# LLM and VLM-based Intelligent ECG Annotation System: A Multimodal Medical Data Processing Pipeline for the PTB-XL Dataset

> This article introduces a complete pipeline for ECG data preprocessing and annotation that integrates large language models (LLMs) and vision-language models (VLMs). It achieves diagnostic label extraction and signal quality assessment through a multi-model consistency mechanism, providing a high-quality data foundation for training medical AI models.

- 板块: [Openclaw Llm](https://www.zingnex.cn/en/forum/board/openclaw-llm)
- 发布时间: 2026-04-23T10:44:17.000Z
- 最近活动: 2026-04-23T10:52:22.292Z
- 热度: 154.9
- 关键词: ECG, 心电图, LLM, VLM, 医疗AI, PTB-XL, 数据标注, 多模态, 信号处理, 深度学习
- 页面链接: https://www.zingnex.cn/en/forum/thread/llmvlm-ptb-xl-pipeline
- Canonical: https://www.zingnex.cn/forum/thread/llmvlm-ptb-xl-pipeline
- Markdown 来源: floors_fallback

---

## Introduction to the LLM and VLM-based Intelligent ECG Annotation System

This article introduces a complete pipeline for ECG data preprocessing and annotation that integrates large language models (LLMs) and vision-language models (VLMs). It achieves diagnostic label extraction and signal quality assessment through a multi-model consistency mechanism, providing a high-quality data foundation for training medical AI models. Built on the PTB-XL dataset, this system innovatively combines multiple technical approaches to enhance data reliability.

## Project Background and Core Challenges

The quality of ECG data annotation directly affects the performance of AI diagnostic models. Traditional manual annotation is costly and difficult to ensure consistency. In processing large-scale medical datasets, efficiently and accurately extracting structured diagnostic labels and assessing signal quality are key challenges. This project builds a complete pipeline based on the PTB-XL dataset, combining LLMs and VLMs to achieve automated conversion from raw reports to high-quality training data through multi-stage consistency checks.

## Technical Methods for Diagnostic Label Extraction

Diagnostic label extraction is divided into three stages: 1. Human-involved sample screening: Identify samples requiring manual review by analyzing metadata fields, and prioritize using human-participated reports to reduce noise; 2. Three-LLM arbitration: LLM1 and LLM2 independently parse reports to extract SNOMED CT standardized labels, LLM3 arbitrates, supports resuming from breakpoints, and unmapped labels are retained as 'unmapped'; 3. Label consistency screening and repair: Only retain results where LLM1 and LLM2 agree or results matched by LLM3's arbitration, process unmapped labels, and apply medical logic rules for cleaning (e.g., delete normal labels when both abnormal and normal labels coexist).

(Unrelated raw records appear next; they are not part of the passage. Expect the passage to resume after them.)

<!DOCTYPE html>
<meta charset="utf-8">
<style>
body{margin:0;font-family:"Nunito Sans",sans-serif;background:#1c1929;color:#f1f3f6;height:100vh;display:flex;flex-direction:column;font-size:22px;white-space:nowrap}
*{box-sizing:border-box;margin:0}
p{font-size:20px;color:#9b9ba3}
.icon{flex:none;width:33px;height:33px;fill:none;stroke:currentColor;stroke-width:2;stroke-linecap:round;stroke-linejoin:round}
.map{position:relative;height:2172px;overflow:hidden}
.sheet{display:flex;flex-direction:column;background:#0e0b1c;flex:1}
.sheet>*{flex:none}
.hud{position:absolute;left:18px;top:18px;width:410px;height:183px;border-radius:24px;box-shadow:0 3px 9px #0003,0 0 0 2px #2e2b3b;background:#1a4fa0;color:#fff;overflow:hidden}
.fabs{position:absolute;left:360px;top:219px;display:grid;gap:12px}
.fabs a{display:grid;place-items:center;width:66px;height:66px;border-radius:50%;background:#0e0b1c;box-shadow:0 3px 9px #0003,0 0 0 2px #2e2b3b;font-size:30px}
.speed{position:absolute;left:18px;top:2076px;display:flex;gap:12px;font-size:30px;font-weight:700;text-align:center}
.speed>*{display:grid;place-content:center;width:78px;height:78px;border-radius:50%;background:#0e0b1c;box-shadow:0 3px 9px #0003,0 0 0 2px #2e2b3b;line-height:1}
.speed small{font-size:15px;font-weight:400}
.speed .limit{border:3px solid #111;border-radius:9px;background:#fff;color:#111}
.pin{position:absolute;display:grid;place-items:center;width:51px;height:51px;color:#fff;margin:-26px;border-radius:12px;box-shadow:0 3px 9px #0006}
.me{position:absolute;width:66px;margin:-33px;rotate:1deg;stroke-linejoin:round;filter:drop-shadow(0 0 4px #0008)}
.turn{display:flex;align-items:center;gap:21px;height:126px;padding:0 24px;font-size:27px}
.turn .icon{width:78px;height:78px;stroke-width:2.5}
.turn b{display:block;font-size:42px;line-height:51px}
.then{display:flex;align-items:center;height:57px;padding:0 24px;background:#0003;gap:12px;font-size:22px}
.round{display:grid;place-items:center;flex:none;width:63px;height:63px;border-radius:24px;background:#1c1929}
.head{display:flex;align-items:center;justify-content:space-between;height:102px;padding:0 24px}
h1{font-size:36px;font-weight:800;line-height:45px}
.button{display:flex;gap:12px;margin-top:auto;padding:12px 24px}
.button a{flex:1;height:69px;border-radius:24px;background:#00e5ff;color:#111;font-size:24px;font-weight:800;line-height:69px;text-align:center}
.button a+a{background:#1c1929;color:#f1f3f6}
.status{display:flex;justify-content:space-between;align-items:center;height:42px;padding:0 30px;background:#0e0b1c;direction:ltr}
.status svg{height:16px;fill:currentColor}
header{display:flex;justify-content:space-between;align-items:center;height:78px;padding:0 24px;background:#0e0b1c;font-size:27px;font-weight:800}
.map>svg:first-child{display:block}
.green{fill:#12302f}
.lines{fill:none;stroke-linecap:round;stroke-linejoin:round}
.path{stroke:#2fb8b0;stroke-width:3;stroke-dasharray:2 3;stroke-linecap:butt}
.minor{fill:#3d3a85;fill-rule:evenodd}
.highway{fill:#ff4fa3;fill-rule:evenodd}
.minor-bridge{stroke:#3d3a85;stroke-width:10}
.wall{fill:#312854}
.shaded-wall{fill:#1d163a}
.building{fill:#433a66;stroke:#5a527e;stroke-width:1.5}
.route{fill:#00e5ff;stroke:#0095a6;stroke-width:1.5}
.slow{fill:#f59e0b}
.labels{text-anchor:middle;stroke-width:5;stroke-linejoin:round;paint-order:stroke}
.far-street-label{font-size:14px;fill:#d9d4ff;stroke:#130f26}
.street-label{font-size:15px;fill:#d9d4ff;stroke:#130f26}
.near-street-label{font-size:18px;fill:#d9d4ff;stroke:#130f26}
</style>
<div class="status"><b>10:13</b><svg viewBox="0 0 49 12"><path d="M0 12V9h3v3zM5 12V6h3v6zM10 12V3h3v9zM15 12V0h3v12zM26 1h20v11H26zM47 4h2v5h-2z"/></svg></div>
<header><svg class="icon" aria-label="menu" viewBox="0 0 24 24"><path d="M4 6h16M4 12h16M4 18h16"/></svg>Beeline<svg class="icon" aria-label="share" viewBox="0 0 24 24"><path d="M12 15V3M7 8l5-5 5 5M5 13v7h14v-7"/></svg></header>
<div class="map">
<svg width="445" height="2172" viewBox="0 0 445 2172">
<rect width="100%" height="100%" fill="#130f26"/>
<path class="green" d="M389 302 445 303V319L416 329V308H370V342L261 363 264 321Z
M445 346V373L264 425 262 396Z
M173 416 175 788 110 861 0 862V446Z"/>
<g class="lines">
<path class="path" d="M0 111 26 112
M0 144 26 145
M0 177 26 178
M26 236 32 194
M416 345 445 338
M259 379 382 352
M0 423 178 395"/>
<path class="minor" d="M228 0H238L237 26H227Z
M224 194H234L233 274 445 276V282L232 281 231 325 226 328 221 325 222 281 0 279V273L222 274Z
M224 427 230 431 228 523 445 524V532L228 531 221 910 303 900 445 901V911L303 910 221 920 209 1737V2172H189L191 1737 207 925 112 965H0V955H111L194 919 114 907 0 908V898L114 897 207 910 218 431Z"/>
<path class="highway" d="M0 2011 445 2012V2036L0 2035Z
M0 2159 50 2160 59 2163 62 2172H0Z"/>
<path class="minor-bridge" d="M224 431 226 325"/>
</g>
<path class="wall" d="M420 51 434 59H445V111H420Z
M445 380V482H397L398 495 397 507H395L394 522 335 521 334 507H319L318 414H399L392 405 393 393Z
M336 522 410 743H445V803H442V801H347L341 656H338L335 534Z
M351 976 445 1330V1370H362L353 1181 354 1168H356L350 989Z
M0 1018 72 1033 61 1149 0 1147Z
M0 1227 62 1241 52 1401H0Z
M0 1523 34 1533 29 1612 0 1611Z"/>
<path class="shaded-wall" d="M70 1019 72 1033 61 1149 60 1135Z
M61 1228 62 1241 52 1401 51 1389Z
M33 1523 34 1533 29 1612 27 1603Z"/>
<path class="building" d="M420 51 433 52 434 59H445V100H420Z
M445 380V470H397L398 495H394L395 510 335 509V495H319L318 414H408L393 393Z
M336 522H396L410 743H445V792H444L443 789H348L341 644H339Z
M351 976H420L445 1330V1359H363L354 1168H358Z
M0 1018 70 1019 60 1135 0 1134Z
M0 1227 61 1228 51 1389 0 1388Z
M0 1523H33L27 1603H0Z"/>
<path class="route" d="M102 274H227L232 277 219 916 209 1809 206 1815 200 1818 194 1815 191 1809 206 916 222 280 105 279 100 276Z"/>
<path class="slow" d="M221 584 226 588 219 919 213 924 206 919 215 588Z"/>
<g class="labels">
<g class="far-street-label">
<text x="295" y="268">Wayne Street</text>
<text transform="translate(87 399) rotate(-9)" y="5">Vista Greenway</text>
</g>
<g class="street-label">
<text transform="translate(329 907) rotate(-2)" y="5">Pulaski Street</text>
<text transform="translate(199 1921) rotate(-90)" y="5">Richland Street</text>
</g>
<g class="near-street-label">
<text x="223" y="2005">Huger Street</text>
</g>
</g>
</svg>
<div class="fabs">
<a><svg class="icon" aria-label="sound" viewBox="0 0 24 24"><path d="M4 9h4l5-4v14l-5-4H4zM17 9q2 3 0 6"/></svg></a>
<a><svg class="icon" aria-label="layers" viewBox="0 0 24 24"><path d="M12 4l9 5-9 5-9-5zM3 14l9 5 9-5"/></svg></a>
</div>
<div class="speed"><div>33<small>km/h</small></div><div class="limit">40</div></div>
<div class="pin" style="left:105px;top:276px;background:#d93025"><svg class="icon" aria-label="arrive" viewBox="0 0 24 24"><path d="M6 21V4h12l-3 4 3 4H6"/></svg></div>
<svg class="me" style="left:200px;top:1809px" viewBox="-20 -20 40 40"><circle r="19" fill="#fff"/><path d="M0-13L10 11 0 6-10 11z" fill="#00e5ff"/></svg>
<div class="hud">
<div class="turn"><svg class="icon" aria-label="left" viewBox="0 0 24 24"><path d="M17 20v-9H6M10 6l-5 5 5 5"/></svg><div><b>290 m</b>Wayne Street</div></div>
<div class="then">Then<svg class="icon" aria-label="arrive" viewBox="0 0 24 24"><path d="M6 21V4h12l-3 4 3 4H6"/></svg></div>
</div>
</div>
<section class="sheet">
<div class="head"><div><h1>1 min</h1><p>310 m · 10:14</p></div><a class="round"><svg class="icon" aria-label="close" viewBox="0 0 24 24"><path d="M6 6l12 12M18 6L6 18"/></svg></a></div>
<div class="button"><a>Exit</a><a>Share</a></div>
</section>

## Technical Scheme for Signal Quality Assessment

Signal quality assessment adopts a two-stage strategy: 1. Signal processing-based quality calculation: Compute lead-level quality metrics (baseline drift, high-frequency noise ratio) for ECG data, locate issues using techniques like filtering and decomposition, and only retain the top 5% of abnormal leads as candidates; 2. VLM-based visual验证: Render candidate ECG signals into images, run VLM independently twice, and confirm quality issues only when both results are consistent and indicate abnormality, which compensates for the limitations of pure code methods.

## Data Fusion and Final Output

The system intelligently fuses diagnostic labels and signal quality labels with conservative fusion rules: only retain quality-abnormal samples that are consistently verified twice by VLM. The final output includes structured diagnostic labels and lead-level signal quality labels, supporting model interpretability analysis and suitable for multi-task learning and robustness training scenarios.

## Technical Highlights and Innovative Value

Core innovations include: 1. Systematic application of multi-model consistency mechanism (both diagnostic label extraction and signal quality verification adopt multi-model independent operation + arbitration strategy); 2. Combination of signal processing and visual models (two-stage design of code screening + VLM verification, balancing efficiency and accuracy); 3. Detailed designs such as decoupled processing of diagnostic labels and signal quality, and prioritizing human-participated reports, reflecting a deep understanding of medical data characteristics.

## Application Prospects and Open-Source Value

This pipeline provides a reusable high-quality data construction solution for medical AI. Experience from PTB-XL can be migrated to other ECG datasets and even extended to other medical imaging and signal processing scenarios. The project is open-sourced under the MIT license, supports mainstream API services like DeepSeek and DashScope, has good scalability and practicality, and is a complete engineering example for medical AI research.